What this task involves: Could the lines from the top of the material to the line that contains "position:relative; width:700px; height:2096px;" be retyped exactly, both included and pictures omitted?

[Start of section]

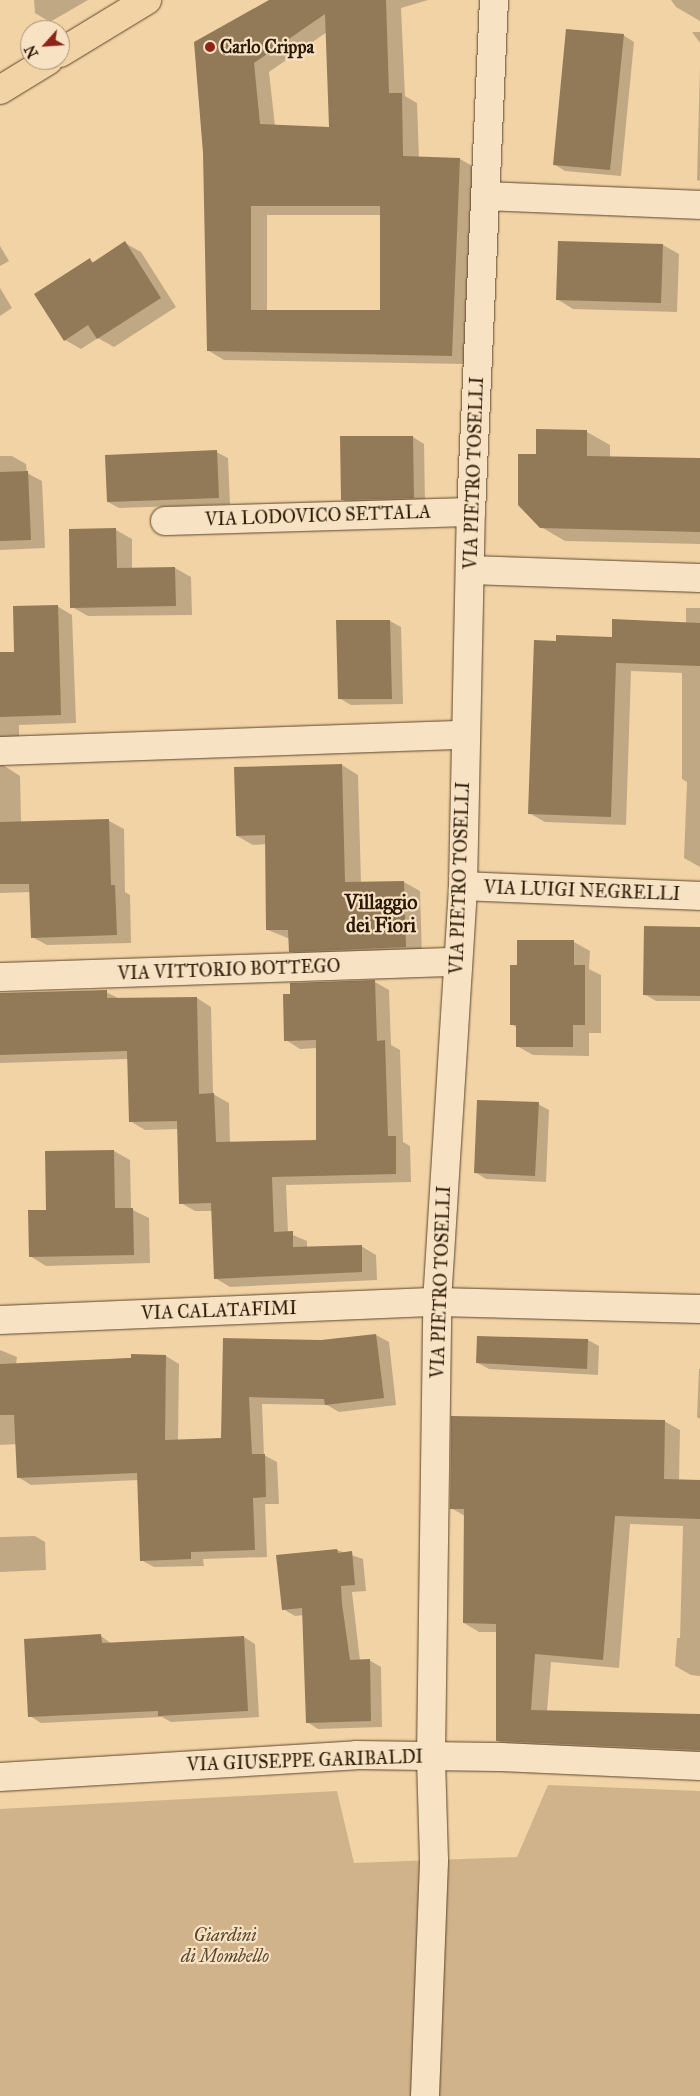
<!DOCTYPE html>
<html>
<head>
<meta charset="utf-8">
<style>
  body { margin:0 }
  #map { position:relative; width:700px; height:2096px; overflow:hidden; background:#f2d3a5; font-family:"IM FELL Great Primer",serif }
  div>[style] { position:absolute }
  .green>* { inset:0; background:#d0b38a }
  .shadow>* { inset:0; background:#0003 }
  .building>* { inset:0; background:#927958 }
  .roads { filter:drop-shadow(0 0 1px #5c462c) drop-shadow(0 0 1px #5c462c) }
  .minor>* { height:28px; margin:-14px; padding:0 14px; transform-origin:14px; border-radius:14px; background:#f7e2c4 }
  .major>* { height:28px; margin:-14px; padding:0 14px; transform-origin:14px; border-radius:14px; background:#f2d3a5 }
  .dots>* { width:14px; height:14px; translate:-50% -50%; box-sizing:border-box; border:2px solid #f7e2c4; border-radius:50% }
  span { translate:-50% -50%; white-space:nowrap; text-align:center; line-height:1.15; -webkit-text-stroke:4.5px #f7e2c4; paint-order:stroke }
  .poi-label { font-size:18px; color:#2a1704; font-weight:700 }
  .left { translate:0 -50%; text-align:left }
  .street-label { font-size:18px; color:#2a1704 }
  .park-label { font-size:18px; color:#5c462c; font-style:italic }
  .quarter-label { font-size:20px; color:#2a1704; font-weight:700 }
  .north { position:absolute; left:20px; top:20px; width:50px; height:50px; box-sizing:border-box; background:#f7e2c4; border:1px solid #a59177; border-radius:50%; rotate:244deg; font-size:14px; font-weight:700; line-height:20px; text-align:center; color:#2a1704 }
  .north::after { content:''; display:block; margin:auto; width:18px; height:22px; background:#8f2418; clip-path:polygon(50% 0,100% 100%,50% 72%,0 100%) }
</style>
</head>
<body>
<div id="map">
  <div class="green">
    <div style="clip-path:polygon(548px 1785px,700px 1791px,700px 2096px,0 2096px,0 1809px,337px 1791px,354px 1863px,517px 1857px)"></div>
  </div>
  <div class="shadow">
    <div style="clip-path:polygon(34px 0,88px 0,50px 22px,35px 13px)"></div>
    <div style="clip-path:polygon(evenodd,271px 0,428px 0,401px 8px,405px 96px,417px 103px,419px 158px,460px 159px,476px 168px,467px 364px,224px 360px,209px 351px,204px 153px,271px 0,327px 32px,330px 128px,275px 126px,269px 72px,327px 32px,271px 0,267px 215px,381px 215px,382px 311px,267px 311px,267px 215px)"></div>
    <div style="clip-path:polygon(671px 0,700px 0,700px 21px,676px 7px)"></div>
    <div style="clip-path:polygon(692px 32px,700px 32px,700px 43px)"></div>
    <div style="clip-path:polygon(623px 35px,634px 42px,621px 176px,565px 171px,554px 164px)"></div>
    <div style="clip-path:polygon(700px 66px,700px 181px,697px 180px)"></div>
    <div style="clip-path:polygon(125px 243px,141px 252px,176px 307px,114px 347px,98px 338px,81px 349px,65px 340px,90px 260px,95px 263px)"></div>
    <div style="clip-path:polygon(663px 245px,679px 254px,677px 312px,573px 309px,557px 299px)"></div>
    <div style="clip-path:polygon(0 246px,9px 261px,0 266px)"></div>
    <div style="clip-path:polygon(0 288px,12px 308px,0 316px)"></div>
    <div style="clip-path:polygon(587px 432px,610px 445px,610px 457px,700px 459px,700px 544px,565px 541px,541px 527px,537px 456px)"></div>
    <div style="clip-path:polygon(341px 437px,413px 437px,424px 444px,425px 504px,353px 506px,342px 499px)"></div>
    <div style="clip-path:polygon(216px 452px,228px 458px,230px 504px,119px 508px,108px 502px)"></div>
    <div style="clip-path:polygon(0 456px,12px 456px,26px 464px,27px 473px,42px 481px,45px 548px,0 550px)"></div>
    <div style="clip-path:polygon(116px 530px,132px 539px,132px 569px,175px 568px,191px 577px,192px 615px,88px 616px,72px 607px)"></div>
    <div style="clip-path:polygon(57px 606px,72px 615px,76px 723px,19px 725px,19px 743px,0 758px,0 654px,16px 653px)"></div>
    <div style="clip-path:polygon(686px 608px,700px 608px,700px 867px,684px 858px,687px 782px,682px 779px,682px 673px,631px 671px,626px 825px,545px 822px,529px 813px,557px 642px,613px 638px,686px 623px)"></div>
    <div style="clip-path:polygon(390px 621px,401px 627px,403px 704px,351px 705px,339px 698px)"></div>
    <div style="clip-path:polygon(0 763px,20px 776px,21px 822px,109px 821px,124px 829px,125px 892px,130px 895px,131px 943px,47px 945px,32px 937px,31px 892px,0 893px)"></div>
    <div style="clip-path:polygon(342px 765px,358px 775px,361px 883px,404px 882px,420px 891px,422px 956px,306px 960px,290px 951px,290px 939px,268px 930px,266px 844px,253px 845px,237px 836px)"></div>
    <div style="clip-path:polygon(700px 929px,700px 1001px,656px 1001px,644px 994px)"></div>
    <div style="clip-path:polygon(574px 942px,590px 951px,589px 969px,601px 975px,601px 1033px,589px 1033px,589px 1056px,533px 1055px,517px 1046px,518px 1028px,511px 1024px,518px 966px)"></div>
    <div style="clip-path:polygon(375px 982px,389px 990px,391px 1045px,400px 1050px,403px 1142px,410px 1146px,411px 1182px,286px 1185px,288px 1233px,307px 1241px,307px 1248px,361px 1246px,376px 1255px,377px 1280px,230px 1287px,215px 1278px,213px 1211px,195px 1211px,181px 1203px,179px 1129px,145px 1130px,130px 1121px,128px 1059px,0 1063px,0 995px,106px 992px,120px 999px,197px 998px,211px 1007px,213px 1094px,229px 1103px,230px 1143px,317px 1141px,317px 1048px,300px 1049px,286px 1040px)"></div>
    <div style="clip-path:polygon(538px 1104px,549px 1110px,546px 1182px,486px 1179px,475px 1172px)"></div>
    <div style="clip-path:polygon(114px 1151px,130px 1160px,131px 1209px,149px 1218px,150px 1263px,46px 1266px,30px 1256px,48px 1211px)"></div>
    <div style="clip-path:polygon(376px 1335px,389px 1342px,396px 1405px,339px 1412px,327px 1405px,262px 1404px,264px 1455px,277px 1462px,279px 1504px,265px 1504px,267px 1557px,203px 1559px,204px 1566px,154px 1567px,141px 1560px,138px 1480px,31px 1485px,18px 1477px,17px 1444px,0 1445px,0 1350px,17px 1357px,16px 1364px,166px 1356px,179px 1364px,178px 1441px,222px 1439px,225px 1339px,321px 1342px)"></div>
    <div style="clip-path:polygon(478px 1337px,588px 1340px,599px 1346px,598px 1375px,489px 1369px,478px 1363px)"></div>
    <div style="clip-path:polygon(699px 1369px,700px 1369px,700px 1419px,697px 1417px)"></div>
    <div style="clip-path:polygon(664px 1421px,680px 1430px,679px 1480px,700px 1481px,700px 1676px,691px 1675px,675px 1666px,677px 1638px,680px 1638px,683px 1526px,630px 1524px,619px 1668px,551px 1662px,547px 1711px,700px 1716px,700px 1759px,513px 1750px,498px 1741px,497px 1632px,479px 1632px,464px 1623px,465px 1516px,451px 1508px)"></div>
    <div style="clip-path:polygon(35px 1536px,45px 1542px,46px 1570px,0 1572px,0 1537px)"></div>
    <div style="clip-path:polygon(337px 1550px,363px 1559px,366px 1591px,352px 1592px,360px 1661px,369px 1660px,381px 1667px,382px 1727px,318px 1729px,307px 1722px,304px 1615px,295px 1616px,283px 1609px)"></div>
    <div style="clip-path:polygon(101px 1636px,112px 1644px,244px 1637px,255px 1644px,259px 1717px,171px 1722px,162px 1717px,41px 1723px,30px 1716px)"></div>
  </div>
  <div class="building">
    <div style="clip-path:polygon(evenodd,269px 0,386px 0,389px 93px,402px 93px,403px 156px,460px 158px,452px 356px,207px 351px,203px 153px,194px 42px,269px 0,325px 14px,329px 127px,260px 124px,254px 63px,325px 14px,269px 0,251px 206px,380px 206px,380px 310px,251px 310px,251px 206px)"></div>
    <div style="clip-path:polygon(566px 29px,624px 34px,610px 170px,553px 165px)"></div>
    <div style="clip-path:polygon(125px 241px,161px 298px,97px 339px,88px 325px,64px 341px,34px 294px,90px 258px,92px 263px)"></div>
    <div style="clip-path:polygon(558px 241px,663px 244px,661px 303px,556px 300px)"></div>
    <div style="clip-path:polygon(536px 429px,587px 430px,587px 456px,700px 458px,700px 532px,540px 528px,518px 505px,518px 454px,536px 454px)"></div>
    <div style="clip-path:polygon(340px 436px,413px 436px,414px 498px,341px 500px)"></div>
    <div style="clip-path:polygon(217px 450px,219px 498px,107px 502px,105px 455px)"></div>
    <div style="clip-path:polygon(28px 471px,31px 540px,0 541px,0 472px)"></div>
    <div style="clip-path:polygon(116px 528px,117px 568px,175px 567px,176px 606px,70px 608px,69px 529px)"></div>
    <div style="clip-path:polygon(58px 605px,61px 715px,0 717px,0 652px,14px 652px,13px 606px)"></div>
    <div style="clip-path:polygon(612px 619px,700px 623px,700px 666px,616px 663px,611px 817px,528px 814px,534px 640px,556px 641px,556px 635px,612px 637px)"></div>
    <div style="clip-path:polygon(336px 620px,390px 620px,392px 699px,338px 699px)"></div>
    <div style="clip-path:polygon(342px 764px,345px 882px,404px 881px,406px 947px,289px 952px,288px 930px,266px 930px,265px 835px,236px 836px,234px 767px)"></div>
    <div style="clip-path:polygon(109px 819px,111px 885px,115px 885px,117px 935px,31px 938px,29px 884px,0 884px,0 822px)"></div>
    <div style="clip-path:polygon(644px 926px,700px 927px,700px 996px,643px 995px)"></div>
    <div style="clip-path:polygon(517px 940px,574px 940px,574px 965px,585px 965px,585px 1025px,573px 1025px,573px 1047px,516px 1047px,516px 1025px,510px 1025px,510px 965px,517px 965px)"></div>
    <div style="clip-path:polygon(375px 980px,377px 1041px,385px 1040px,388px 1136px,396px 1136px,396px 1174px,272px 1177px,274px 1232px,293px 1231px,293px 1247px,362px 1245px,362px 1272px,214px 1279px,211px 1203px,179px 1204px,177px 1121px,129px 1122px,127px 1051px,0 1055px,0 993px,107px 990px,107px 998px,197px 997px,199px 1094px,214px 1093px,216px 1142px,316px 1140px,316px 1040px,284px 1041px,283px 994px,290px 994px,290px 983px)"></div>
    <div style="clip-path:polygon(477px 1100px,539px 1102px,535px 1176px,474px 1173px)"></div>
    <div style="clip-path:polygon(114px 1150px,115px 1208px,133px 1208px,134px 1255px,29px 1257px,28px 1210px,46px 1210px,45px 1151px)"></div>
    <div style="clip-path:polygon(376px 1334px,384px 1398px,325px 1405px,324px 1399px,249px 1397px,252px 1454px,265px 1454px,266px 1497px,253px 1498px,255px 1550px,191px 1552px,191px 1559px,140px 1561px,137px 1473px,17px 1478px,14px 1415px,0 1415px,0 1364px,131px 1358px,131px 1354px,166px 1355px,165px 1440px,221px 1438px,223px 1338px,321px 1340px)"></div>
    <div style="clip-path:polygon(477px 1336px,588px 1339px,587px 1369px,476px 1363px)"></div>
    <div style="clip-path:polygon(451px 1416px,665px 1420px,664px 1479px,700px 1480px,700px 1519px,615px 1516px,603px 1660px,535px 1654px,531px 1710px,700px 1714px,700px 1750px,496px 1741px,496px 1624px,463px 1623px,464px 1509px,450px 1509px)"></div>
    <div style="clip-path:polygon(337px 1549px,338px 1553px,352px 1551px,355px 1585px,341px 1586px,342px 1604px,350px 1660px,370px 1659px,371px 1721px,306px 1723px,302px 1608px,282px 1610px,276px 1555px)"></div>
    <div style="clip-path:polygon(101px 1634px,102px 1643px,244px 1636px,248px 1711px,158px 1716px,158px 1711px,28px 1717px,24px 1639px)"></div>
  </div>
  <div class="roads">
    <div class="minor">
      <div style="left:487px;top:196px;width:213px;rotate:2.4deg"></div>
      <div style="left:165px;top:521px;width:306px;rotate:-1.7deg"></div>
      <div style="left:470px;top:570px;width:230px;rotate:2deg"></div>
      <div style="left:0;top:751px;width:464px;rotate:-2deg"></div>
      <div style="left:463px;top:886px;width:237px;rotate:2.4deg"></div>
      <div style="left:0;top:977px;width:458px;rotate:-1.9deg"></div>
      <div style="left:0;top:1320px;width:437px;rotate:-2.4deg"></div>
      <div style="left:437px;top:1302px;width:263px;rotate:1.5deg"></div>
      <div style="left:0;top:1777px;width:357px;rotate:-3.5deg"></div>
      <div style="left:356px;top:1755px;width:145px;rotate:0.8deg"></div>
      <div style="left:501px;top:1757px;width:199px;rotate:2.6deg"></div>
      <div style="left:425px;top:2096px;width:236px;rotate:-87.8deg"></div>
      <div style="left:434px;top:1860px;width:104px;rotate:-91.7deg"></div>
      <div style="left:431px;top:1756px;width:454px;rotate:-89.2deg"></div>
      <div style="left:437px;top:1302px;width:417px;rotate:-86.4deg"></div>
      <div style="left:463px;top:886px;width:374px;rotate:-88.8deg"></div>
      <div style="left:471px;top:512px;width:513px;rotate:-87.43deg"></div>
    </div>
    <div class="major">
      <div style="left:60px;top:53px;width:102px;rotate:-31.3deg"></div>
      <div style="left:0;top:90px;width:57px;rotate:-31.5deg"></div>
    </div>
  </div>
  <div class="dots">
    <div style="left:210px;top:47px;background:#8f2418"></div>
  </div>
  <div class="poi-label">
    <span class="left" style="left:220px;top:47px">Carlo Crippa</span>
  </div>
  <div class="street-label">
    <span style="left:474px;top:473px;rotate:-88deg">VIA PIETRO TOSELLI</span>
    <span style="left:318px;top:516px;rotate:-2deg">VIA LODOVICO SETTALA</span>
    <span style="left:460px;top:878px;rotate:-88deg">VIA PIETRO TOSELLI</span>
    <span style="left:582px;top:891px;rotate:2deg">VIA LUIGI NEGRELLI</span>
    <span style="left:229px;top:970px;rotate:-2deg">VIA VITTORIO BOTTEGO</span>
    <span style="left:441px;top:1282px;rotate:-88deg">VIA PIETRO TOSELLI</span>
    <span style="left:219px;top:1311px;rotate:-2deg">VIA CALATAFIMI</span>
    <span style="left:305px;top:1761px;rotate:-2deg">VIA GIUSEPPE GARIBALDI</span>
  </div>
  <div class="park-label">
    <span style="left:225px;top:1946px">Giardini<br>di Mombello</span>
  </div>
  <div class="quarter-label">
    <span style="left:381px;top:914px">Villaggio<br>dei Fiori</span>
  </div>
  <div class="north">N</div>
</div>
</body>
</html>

[End of section]

Response area:
<!DOCTYPE html>
<html>
<head>
<meta charset="utf-8">
<style>
  body { margin:0 }
  #map { position:relative; width:700px; height:2096px; overflow:hidden; background:#f2d3a5; font-family:"IM FELL Great Primer",serif }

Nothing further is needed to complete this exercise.